Consequently, as it is their operation of this secret technology which makes the experience possible, there is the presumption of a higher form of intent – or maybe just a higher rate of successful intent-to-event correlation. Even if the interpretation of choice is religious/para-religious, the same basic tenet holds: they have the power to communicate with us. They are privy to something we are not.
The notion that such relationships could be a form of cybernetics starts to approach my central thrust here. The idea is that interaction is a primary, not secondary, facet of things, defining their nature at various points. Cybernetics is all about context, about the product of an interaction. In our assessment of mystical encounters, we presume that we are simply the end-user, involved in a system the design of which is unknown to us.

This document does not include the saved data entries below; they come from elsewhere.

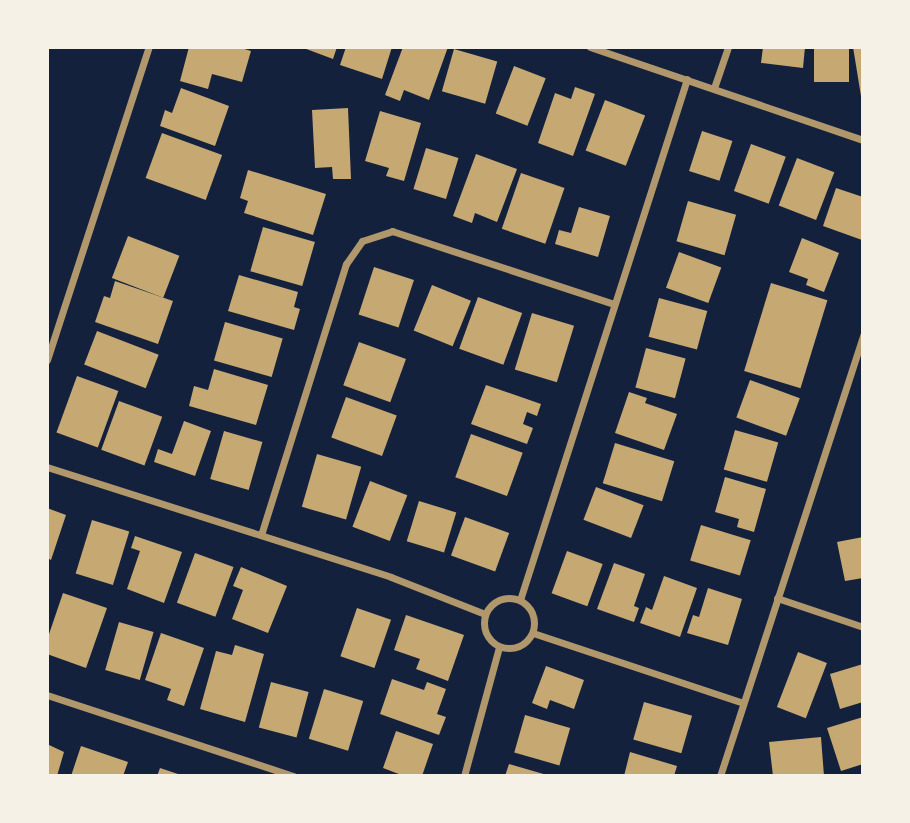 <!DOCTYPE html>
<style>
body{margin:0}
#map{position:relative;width:910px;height:823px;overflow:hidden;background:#14213d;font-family:Helvetica,sans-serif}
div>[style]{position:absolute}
.building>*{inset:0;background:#c6a872;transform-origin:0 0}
.minor>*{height:7px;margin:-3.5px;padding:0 3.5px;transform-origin:3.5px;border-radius:3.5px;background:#b1986c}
.minor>.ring{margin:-3.5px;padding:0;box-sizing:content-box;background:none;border:7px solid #b1986c;border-radius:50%}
span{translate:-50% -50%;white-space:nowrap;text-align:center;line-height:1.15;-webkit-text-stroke:6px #f6f1e7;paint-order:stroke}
.frame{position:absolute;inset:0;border:49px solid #f6f1e7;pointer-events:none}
</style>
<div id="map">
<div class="building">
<i style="clip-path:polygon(189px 47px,238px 47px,251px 51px,242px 82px,212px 74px,208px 89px,180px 81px)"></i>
<i style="clip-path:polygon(301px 47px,337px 47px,333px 59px)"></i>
<i style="clip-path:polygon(346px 47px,392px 47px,382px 79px,340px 65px)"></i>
<i style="clip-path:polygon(403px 47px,448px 47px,429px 100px,404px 90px,400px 101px,385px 95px)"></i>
<i style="clip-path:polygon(763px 47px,805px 47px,803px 68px,761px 63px)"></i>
<i style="left:814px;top:47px;width:35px;height:35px"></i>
<i style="clip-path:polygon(853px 47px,863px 47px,863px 96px,861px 96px)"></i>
<i style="left:454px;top:49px;width:45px;height:44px;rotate:16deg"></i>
<i style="left:514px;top:66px;width:34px;height:51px;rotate:21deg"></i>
<i style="clip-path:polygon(575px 87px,595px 94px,573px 156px,538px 143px,555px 93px,571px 99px)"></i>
<i style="clip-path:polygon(181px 88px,229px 106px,215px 146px,160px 126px,165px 110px,172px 113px)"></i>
<i style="left:605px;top:100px;width:43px;height:54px;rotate:21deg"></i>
<i style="clip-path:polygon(348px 108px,351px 179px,333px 179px,332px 167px,315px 168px,312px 110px)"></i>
<i style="clip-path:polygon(380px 111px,421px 123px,404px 181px,386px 176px,389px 168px,365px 161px)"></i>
<i style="left:702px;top:131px;width:32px;height:42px;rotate:18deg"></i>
<i style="left:162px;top:133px;width:64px;height:48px;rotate:20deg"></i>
<i style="left:751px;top:144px;width:37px;height:50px;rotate:20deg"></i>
<i style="left:426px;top:148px;width:34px;height:43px;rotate:17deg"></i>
<i style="clip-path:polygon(476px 154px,517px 169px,497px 222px,475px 213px,472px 223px,453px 216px)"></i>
<i style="left:797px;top:158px;width:40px;height:51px;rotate:21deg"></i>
<i style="clip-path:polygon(248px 170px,326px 194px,313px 235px,244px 213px,248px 201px,240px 198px)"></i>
<i style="left:521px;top:173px;width:46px;height:59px;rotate:19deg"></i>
<i style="clip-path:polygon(836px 188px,863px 197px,862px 240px,823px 226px)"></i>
<i style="left:688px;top:201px;width:50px;height:42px;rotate:16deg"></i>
<i style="clip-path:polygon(579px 207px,610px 216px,598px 257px,555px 244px,559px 230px,571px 233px)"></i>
<i style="left:263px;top:227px;width:54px;height:46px;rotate:16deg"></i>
<i style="left:128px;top:236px;width:55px;height:45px;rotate:21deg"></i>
<i style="clip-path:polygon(802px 238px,839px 253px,824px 292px,806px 285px,808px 279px,789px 272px)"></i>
<i style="left:679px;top:252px;width:45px;height:38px;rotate:20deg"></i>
<i style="left:374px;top:267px;width:42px;height:50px;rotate:18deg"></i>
<i style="clip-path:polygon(239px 275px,298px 292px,294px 307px,300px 309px,294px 330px,228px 311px)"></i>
<i style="clip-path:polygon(115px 281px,173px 301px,158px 344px,95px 322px,104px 296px,110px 298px)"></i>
<i style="left:771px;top:283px;width:59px;height:92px;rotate:17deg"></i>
<i style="left:432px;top:285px;width:42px;height:49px;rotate:22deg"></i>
<i style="left:478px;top:297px;width:47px;height:55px;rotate:20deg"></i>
<i style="left:659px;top:298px;width:50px;height:40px;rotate:15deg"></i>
<i style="left:532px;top:313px;width:44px;height:59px;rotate:17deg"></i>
<i style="left:225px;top:322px;width:60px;height:40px;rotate:16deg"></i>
<i style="left:97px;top:331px;width:66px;height:36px;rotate:21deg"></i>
<i style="left:359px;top:342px;width:50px;height:46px;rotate:20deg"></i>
<i style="left:646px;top:348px;width:41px;height:41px;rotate:15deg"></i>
<i style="clip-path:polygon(214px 369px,268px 385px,256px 425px,189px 406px,194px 386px,208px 390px)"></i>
<i style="left:77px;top:376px;width:44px;height:60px;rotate:20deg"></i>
<i style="left:750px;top:380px;width:53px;height:40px;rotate:20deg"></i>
<i style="clip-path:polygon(486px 385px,541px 404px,537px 416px,527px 412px,523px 424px,533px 428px,527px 444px,471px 424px)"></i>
<i style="clip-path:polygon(629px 392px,647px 398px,645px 403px,677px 414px,664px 450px,615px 433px)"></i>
<i style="left:346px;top:397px;width:54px;height:43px;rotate:20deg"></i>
<i style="left:119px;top:401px;width:46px;height:52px;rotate:20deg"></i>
<i style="clip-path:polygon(184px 421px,211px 431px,195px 476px,154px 462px,158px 449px,172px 454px)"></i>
<i style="left:735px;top:430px;width:45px;height:41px;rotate:16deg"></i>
<i style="left:224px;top:431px;width:40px;height:50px;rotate:16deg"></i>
<i style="left:471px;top:434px;width:55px;height:46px;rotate:20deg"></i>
<i style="left:615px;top:443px;width:62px;height:42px;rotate:17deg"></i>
<i style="left:317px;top:454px;width:46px;height:55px;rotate:16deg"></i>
<i style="clip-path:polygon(725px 477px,766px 489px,754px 532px,737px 527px,739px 519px,715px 512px)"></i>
<i style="left:370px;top:481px;width:40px;height:49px;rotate:21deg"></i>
<i style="left:596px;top:487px;width:51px;height:35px;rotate:21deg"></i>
<i style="left:419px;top:501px;width:39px;height:42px;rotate:17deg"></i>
<i style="clip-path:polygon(47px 508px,66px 515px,51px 560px,47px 558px)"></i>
<i style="left:465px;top:517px;width:47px;height:41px;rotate:20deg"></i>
<i style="left:92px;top:520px;width:39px;height:56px;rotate:17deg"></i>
<i style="left:701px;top:525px;width:52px;height:37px;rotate:17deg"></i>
<i style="clip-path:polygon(135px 536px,182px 552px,164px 603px,127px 589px,140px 551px,131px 548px)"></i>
<i style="clip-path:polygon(863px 537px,863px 578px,845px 581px,837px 542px)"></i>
<i style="left:567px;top:551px;width:38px;height:45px;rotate:20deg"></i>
<i style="left:195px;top:553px;width:41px;height:53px;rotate:20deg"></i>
<i style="clip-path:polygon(614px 563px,645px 574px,634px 606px,639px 608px,634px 622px,597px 609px)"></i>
<i style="clip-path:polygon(241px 567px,287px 586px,268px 633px,232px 619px,243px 590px,233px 586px)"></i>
<i style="clip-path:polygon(664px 576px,697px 588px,680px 637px,640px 623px,646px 607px,652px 610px)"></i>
<i style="clip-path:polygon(708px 588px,742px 599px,728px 645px,687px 633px,693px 615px,699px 617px)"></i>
<i style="clip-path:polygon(63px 593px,107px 608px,86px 668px,47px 654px,47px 640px)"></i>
<i style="left:357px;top:608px;width:36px;height:51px;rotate:19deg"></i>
<i style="clip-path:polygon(406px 615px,464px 635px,448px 681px,416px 669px,420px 659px,394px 650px)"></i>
<i style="left:119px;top:622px;width:36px;height:50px;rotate:16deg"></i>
<i style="clip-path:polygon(161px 633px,204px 648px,184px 706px,167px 700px,171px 689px,145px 680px)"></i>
<i style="clip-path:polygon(235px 645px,264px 654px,245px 722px,200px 709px,216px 651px,232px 655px)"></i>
<i style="left:798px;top:652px;width:31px;height:59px;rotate:21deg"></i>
<i style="clip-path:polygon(863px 664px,863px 702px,840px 709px,830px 674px)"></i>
<i style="clip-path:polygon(546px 666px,584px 680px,574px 709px,550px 700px,547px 709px,532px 703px)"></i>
<i style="clip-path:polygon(392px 679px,424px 690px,427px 682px,446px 689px,437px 714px,446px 717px,439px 735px,380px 714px)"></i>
<i style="left:271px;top:682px;width:39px;height:47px;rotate:15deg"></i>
<i style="left:324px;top:689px;width:41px;height:52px;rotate:17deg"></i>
<i style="left:644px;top:702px;width:50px;height:39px;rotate:16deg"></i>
<i style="left:525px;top:715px;width:47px;height:39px;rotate:16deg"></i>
<i style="clip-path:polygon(863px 717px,863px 764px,841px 771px,827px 728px)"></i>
<i style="clip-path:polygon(396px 731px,433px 744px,422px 776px,404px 776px,383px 768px)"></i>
<i style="clip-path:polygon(821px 737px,824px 776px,773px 776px,769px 742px)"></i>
<i style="clip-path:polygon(47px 744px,64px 752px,57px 776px,47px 776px)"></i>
<i style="clip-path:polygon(81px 746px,128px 762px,123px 776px,71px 776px)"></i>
<i style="clip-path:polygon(630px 752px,677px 766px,674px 776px,624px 776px)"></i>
<i style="clip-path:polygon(509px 764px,547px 775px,547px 776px,505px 776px)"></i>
<i style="clip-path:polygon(160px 768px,181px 775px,181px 776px,157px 776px)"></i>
</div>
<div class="minor">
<i style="left:590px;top:47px;width:288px;rotate:18.8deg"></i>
<i style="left:714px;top:88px;width:43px;rotate:-71.1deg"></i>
<i style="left:47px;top:360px;width:329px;rotate:-72deg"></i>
<i style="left:47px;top:467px;width:361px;rotate:17.7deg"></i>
<i style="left:391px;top:577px;width:101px;rotate:21.5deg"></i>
<i style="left:261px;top:535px;width:284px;rotate:-72.6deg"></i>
<i style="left:346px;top:264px;width:28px;rotate:-55deg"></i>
<i style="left:362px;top:241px;width:32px;rotate:-18deg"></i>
<i style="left:392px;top:231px;width:234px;rotate:18.2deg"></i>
<i class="ring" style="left:484px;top:598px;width:43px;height:43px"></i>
<i style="left:777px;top:598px;width:91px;rotate:18.6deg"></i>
<i style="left:520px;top:600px;width:547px;rotate:-72.23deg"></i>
<i style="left:533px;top:633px;width:221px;rotate:18.4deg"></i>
<i style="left:47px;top:695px;width:260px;rotate:18.2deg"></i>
<i style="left:464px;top:776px;width:134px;rotate:-74.8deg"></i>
<i style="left:720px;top:776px;width:464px;rotate:-72deg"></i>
</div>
<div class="frame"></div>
</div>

Imagine instead that the act of beckoning brings a set of forces into temporary stasis as a sentience. Imagine that the relationship is cybernetic – that, when not involved in an interface with us or another compatible being/force/unit, the force in question ceases to have an identity as a sentient being, and returns to a sort of base state of potentials in the universe. There is no secret knowledge that we are not privy to; quite to the contrary, we are instrumental in establishing communication. The technology by which we access this symbiosis is intent to communicate.
Philip K. Dick speaks of Christ/Valis as “The Plasmate.” In some ways, my idea is an extension of that notion. The primary difference is that while Dick sees these forces as fluid and malleable (but still possessing a permanent interior self) and able to form ad hoc symbiosis with people (the traditional set of criteria mentioned above being met here), I see them as aspects of a more absolute state of things which can be made available to us through a prism of communication, but which are not primarily “beings,” and which cease to be beings when they are not being accessed as beings.

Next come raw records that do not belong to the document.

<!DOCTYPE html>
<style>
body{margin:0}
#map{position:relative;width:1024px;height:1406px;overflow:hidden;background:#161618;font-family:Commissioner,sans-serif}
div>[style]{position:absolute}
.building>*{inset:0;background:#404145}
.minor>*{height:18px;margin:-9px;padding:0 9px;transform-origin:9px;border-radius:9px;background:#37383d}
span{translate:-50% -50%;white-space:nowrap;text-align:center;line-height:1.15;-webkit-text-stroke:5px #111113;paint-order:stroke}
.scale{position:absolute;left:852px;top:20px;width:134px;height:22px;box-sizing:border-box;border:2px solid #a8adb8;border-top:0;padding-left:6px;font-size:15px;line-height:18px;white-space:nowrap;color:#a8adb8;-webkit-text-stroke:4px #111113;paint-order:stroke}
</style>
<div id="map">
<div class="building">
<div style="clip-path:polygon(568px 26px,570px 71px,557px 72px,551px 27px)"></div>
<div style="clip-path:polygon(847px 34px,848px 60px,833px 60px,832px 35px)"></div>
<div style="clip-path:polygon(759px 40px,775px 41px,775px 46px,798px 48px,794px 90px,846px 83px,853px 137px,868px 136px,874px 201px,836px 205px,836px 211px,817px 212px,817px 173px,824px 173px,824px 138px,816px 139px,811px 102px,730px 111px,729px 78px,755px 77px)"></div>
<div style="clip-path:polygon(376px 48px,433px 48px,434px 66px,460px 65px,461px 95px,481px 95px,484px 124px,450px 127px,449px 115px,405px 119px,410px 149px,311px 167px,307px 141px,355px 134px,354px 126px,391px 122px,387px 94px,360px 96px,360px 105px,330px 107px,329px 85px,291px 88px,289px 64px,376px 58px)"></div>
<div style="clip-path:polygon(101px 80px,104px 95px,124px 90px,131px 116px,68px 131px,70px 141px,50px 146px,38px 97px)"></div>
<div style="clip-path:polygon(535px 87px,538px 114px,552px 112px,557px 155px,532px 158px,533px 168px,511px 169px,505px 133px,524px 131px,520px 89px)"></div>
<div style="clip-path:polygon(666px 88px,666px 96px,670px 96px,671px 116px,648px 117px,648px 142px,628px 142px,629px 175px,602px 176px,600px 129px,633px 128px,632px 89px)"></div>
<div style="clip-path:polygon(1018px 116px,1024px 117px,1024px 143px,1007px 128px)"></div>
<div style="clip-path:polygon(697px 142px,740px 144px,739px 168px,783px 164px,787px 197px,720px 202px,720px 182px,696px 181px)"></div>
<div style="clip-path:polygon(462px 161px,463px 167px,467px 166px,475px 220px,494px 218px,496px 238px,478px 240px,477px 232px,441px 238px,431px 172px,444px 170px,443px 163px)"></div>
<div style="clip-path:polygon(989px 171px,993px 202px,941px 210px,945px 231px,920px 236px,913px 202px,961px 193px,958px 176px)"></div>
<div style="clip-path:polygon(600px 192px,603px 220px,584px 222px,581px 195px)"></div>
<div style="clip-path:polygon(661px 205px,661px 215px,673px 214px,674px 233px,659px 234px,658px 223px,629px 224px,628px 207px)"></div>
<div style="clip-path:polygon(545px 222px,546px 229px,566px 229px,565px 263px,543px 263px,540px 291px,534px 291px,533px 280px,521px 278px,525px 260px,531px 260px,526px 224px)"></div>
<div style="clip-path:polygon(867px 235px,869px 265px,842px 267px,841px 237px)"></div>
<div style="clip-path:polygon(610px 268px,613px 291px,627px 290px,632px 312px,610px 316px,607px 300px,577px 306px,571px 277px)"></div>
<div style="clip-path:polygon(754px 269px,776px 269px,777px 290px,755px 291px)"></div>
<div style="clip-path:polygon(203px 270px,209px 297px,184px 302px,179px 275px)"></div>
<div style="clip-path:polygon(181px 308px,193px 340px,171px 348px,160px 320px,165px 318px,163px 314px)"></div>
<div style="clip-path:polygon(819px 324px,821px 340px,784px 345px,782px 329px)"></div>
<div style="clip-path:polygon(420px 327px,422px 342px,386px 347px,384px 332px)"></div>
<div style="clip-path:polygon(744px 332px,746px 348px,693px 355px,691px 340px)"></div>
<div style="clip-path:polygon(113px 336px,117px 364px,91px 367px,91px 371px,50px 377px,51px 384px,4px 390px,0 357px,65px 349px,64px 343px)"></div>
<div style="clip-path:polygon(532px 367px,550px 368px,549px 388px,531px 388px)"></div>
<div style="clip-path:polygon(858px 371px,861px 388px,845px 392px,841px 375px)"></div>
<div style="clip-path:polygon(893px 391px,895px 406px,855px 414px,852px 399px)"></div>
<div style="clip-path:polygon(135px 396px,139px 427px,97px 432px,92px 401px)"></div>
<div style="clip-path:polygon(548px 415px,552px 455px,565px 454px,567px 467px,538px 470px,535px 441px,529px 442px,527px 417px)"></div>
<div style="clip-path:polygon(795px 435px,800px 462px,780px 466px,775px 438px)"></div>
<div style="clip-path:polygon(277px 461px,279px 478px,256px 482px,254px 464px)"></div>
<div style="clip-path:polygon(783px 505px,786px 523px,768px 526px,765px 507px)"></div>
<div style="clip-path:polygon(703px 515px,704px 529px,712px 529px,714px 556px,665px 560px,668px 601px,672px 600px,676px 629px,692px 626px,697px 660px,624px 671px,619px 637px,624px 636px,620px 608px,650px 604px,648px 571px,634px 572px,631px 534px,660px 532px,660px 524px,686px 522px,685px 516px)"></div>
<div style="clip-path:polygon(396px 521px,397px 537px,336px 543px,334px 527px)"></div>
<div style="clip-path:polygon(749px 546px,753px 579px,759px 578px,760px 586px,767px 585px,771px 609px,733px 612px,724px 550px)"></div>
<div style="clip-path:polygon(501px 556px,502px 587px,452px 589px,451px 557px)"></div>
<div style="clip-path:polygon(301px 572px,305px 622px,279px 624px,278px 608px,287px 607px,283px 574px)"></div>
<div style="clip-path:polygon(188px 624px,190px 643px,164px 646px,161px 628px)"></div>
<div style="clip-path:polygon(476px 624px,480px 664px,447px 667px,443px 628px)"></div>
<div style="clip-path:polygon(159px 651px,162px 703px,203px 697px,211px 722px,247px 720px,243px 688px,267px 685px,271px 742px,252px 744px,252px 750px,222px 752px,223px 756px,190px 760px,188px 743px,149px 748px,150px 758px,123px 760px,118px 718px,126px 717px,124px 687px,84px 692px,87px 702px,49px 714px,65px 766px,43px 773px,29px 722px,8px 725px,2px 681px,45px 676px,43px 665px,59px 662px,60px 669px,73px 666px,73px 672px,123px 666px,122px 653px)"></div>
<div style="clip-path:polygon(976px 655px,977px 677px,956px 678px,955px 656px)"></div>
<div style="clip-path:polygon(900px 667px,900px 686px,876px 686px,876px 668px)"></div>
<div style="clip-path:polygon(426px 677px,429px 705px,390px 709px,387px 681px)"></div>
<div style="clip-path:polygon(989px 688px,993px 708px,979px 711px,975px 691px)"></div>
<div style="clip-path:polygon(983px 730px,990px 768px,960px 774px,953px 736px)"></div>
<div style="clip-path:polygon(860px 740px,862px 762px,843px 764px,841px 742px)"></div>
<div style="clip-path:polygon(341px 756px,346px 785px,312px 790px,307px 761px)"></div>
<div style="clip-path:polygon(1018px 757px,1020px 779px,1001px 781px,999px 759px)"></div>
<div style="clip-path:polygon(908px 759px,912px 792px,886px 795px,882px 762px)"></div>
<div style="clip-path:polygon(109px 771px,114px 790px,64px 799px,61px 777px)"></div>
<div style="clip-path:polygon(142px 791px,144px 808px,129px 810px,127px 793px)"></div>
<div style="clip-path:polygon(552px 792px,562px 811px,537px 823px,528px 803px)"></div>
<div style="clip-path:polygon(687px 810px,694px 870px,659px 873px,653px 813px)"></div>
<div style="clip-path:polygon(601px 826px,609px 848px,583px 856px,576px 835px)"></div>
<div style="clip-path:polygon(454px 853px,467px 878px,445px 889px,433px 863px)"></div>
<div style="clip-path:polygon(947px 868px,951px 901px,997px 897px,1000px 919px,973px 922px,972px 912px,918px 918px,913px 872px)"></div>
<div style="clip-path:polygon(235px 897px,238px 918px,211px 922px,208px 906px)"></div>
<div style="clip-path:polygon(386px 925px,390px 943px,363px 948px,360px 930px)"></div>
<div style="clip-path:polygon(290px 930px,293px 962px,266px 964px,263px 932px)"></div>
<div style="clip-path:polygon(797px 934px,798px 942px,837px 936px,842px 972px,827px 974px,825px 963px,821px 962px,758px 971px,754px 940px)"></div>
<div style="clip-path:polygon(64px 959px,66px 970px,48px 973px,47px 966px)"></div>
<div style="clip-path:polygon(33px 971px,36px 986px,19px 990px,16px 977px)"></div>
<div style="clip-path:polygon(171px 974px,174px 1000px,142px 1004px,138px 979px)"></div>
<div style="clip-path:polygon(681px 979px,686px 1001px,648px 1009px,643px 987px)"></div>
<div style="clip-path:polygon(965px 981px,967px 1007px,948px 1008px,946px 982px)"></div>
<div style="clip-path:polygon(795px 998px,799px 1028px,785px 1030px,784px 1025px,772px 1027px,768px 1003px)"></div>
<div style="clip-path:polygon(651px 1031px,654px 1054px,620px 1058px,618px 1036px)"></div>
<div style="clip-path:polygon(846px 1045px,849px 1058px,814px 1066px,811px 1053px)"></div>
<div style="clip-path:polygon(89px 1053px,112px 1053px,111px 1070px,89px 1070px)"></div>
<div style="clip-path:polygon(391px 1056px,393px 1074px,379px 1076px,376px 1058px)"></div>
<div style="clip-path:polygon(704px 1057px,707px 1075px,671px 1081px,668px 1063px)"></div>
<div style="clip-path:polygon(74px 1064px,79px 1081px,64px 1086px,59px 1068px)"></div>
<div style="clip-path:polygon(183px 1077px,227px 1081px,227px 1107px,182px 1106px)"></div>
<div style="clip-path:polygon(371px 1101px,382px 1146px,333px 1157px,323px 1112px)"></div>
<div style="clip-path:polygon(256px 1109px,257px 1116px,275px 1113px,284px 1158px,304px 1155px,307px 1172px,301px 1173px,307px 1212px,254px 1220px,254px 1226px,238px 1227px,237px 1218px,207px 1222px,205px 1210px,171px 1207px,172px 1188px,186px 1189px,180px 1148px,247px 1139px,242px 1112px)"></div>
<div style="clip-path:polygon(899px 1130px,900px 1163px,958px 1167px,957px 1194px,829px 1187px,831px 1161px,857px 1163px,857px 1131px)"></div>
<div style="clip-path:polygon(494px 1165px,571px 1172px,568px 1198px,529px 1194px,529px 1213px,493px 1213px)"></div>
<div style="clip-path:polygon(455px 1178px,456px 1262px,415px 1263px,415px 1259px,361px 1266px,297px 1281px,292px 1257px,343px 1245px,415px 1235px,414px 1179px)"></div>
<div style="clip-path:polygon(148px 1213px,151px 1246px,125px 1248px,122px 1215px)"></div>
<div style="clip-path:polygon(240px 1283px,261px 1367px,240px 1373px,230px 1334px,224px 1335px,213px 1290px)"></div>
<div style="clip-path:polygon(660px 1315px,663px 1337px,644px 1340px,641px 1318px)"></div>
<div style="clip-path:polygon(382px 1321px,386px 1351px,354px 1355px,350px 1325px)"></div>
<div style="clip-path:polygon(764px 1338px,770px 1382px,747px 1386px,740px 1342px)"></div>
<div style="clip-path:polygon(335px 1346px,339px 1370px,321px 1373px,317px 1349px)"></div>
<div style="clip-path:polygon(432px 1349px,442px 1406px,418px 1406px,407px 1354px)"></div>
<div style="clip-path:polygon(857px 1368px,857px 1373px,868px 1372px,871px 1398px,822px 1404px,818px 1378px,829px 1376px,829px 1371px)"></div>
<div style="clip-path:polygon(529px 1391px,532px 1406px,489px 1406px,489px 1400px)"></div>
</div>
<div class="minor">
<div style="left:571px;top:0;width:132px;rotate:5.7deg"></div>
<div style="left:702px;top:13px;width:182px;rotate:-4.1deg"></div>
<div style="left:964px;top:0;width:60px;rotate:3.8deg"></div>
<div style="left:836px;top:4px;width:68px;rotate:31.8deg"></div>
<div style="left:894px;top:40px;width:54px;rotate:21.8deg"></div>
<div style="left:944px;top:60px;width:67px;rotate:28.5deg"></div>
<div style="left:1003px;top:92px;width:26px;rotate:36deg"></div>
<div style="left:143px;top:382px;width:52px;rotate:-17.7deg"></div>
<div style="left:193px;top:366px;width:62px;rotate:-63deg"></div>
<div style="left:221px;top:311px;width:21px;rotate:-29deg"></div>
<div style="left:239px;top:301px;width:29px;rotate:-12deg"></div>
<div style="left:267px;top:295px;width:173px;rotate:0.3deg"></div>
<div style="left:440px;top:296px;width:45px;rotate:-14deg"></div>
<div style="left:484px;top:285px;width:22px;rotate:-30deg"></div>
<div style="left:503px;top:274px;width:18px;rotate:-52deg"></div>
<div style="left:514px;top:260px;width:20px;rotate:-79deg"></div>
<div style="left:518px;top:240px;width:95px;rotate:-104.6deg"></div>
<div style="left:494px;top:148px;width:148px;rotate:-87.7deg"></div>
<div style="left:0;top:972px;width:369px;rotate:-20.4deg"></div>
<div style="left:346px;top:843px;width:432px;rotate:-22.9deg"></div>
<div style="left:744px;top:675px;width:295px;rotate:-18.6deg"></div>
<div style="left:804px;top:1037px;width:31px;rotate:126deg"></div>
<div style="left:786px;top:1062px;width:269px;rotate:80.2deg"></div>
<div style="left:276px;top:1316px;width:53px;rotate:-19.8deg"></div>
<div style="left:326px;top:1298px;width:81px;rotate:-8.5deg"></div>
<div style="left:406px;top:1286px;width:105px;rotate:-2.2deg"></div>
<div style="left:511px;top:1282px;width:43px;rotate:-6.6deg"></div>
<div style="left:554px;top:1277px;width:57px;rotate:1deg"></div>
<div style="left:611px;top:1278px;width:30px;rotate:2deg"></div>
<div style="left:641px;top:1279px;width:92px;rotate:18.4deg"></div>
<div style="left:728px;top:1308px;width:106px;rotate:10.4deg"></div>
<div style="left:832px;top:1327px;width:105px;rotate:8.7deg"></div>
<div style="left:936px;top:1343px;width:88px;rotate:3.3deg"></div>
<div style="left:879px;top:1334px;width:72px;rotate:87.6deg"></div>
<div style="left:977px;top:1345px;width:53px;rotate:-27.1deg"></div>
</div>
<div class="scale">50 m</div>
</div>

I posit not just that language is a form of technology (certainly not a novel idea), but also that intent is perhaps a form of technology itself, and that as such, intent/communication can serve as a signal in the complex system that is reality.
In her novel “Up the Walls of the World,” Alice Sheldon (writing as James Tiptree, Jr.) gives us the nameless destroyer, a being of unfathomable size, comprised of distant points connected over vast space by unseen tethers. The destroyer is somewhat living, but also mechanical in nature; it is, truly, a way of looking at life – and our preconceptions about it – by blowing the whole thing up to unimaginable size. I’m not arguing that this was Sheldon’s intent – my main reason for bringing this up is to point out some precedent for this idea. But viewing it this way brings up some of the ontological issues that must be resolved in order to approach this idea. These are problems of definition – what is “solid?” What is “connected?” What is “one?” What is “alive,” “sentient,” what is “being?”
These are questions of scale as well. Dick perceived that the “low resolution” of our reality (as well as the low fidelity of our vision) causes such connections and events to appear contradictory to our working knowledge of the universe (a fundamentally Gnostic concept). He perceived divine interaction as being technological, as being fully real and in no way super-natural. This unresolved blending of the religious and the meta-scientific, the mystical and the incomprehensible but true, point to only one conclusion: that any answers to the questions above contain, necessarily, spaces between specifics, cracks glossed over in every-day thinking by semantic simplicity. These are the cracks in which we may find new varieties of beings (or not-beings), living (or not) and thinking (or not) creatures (?) that defy our limited terminologies.
And, an early and blatant apologia:
While I don’t think it is necessary for there to be other forms of intelligence, I do think that it is a possibility best explored from a meta-philosophical standpoint, without the restrictive lens of god-language or the assumption of supernatural conceits.
I would very much like if we (we being whoever is involved in discussions of this sort anywhere that are not theological) could divorce all concept of “religion” and “religiousness” from explorations of this sort. It seems to me that the precedent exists for approaching ideas in this range without always needing to apply the arcane conflict of “physical” versus “non-physical.” If there is to be discussion, I can only presume it is going to happen between people who have agreed, if not on anything else, at least on this point: it is the dubious nature of both ideas as any kind of absolute that is in question.
I suppose you can accuse me of paranormal ideas; but please don’t confuse openness to the paranormal with adherence to the supernatural. Science is not just a way to fend off superstition, after all. It is inherently inquisitive. Skepticism is not only a shield against illogic, but a sword with which to test reason in all its manifestations as well. This is the timeless relationship of thinker and truth – this is our sacrament. If it can be punctured, it was never whole. We must always make it speak its name, lest we allow ourselves to be led by fools.